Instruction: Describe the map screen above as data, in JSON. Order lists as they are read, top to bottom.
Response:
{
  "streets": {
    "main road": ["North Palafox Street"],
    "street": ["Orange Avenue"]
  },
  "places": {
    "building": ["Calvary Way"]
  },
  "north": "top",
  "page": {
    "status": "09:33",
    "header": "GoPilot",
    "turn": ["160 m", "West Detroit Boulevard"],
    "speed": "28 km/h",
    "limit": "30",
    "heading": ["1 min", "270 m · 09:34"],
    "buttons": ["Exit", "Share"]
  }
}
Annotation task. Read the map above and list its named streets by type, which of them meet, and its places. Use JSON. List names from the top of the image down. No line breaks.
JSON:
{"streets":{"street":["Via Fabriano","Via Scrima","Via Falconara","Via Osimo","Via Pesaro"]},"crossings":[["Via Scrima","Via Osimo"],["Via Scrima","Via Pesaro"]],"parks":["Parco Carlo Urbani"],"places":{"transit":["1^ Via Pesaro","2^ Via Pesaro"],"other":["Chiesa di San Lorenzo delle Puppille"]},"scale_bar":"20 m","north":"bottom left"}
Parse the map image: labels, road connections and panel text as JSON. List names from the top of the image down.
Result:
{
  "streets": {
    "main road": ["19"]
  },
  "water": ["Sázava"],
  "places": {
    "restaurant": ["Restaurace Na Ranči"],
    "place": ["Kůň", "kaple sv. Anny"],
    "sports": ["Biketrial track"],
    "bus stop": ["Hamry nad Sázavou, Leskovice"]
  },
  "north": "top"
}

== == ==

What the task requires:
Please show every line of the records that holds the word "above".

Task answer:
Instruction: Describe the map screen above as data, in JSON. Order lists as they are read, top to bottom.
Annotation task. Read the map above and list its named streets by type, which of them meet, and its places. Use JSON. List names from the top of the image down. No line breaks.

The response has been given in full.